What you will do: The reply should give back every entry exactly as written.

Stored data
□ □ □ □ □ □ □
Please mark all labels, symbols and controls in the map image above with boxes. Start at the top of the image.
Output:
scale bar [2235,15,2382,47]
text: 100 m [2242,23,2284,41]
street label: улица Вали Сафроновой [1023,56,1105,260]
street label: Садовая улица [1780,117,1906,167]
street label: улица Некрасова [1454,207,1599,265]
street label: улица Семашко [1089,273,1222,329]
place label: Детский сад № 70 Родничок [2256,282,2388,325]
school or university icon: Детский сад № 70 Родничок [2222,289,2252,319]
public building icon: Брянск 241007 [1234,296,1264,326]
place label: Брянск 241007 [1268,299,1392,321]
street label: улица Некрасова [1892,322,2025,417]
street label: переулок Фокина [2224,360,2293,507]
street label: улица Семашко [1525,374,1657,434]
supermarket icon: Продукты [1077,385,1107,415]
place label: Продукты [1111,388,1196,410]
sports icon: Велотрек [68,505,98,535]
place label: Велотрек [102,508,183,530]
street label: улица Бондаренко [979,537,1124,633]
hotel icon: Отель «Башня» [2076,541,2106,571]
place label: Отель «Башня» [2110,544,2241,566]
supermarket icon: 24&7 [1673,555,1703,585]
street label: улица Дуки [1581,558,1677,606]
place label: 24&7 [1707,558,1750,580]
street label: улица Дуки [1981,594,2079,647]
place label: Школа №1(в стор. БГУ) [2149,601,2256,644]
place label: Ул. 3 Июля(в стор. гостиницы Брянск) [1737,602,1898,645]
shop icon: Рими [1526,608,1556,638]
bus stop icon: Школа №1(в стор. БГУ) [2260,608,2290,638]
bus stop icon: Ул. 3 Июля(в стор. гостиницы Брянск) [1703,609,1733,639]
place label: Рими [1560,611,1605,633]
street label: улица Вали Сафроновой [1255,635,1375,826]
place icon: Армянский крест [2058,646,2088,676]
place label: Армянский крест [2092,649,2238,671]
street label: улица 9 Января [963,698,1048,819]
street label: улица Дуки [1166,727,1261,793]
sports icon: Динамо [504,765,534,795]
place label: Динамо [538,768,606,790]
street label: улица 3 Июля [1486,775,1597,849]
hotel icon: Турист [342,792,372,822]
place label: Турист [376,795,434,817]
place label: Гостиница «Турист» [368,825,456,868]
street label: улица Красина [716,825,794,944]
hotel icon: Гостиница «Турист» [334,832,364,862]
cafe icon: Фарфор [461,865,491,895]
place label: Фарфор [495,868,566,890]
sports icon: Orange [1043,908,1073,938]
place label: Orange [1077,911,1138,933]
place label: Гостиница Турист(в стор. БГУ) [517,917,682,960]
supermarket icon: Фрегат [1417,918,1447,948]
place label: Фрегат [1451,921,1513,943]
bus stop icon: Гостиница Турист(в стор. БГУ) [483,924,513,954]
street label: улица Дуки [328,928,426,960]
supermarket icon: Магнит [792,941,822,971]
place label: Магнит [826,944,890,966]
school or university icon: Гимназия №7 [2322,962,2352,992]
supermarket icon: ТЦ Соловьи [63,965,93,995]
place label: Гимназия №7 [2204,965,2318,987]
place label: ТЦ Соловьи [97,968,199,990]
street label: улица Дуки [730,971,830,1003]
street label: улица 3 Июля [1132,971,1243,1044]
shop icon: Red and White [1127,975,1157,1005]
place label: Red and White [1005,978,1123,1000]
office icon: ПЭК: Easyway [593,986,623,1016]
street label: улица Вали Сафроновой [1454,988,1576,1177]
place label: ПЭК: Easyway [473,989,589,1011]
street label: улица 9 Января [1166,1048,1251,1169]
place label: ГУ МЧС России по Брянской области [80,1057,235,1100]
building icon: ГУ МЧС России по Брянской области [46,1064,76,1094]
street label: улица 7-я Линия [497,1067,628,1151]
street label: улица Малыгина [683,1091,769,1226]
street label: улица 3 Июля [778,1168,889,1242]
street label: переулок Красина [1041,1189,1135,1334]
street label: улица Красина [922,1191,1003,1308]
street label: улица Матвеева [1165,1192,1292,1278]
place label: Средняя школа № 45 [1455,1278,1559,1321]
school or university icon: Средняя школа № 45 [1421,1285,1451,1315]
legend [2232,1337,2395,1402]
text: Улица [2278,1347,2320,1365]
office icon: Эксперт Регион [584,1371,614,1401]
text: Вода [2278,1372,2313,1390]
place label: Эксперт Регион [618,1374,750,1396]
□ □ □ □ □ □ □
Exercise response:
Please mark all labels, symbols and controls in the map image above with boxes. Start at the top of the image.
Output:
scale bar [2235,15,2382,47]
text: 100 m [2242,23,2284,41]
street label: улица Вали Сафроновой [1023,56,1105,260]
street label: Садовая улица [1780,117,1906,167]
street label: улица Некрасова [1454,207,1599,265]
street label: улица Семашко [1089,273,1222,329]
place label: Детский сад № 70 Родничок [2256,282,2388,325]
school or university icon: Детский сад № 70 Родничок [2222,289,2252,319]
public building icon: Брянск 241007 [1234,296,1264,326]
place label: Брянск 241007 [1268,299,1392,321]
street label: улица Некрасова [1892,322,2025,417]
street label: переулок Фокина [2224,360,2293,507]
street label: улица Семашко [1525,374,1657,434]
supermarket icon: Продукты [1077,385,1107,415]
place label: Продукты [1111,388,1196,410]
sports icon: Велотрек [68,505,98,535]
place label: Велотрек [102,508,183,530]
street label: улица Бондаренко [979,537,1124,633]
hotel icon: Отель «Башня» [2076,541,2106,571]
place label: Отель «Башня» [2110,544,2241,566]
supermarket icon: 24&7 [1673,555,1703,585]
street label: улица Дуки [1581,558,1677,606]
place label: 24&7 [1707,558,1750,580]
street label: улица Дуки [1981,594,2079,647]
place label: Школа №1(в стор. БГУ) [2149,601,2256,644]
place label: Ул. 3 Июля(в стор. гостиницы Брянск) [1737,602,1898,645]
shop icon: Рими [1526,608,1556,638]
bus stop icon: Школа №1(в стор. БГУ) [2260,608,2290,638]
bus stop icon: Ул. 3 Июля(в стор. гостиницы Брянск) [1703,609,1733,639]
place label: Рими [1560,611,1605,633]
street label: улица Вали Сафроновой [1255,635,1375,826]
place icon: Армянский крест [2058,646,2088,676]
place label: Армянский крест [2092,649,2238,671]
street label: улица 9 Января [963,698,1048,819]
street label: улица Дуки [1166,727,1261,793]
sports icon: Динамо [504,765,534,795]
place label: Динамо [538,768,606,790]
street label: улица 3 Июля [1486,775,1597,849]
hotel icon: Турист [342,792,372,822]
place label: Турист [376,795,434,817]
place label: Гостиница «Турист» [368,825,456,868]
street label: улица Красина [716,825,794,944]
hotel icon: Гостиница «Турист» [334,832,364,862]
cafe icon: Фарфор [461,865,491,895]
place label: Фарфор [495,868,566,890]
sports icon: Orange [1043,908,1073,938]
place label: Orange [1077,911,1138,933]
place label: Гостиница Турист(в стор. БГУ) [517,917,682,960]
supermarket icon: Фрегат [1417,918,1447,948]
place label: Фрегат [1451,921,1513,943]
bus stop icon: Гостиница Турист(в стор. БГУ) [483,924,513,954]
street label: улица Дуки [328,928,426,960]
supermarket icon: Магнит [792,941,822,971]
place label: Магнит [826,944,890,966]
school or university icon: Гимназия №7 [2322,962,2352,992]
supermarket icon: ТЦ Соловьи [63,965,93,995]
place label: Гимназия №7 [2204,965,2318,987]
place label: ТЦ Соловьи [97,968,199,990]
street label: улица Дуки [730,971,830,1003]
street label: улица 3 Июля [1132,971,1243,1044]
shop icon: Red and White [1127,975,1157,1005]
place label: Red and White [1005,978,1123,1000]
office icon: ПЭК: Easyway [593,986,623,1016]
street label: улица Вали Сафроновой [1454,988,1576,1177]
place label: ПЭК: Easyway [473,989,589,1011]
street label: улица 9 Января [1166,1048,1251,1169]
place label: ГУ МЧС России по Брянской области [80,1057,235,1100]
building icon: ГУ МЧС России по Брянской области [46,1064,76,1094]
street label: улица 7-я Линия [497,1067,628,1151]
street label: улица Малыгина [683,1091,769,1226]
street label: улица 3 Июля [778,1168,889,1242]
street label: переулок Красина [1041,1189,1135,1334]
street label: улица Красина [922,1191,1003,1308]
street label: улица Матвеева [1165,1192,1292,1278]
place label: Средняя школа № 45 [1455,1278,1559,1321]
school or university icon: Средняя школа № 45 [1421,1285,1451,1315]
legend [2232,1337,2395,1402]
text: Улица [2278,1347,2320,1365]
office icon: Эксперт Регион [584,1371,614,1401]
text: Вода [2278,1372,2313,1390]
place label: Эксперт Регион [618,1374,750,1396]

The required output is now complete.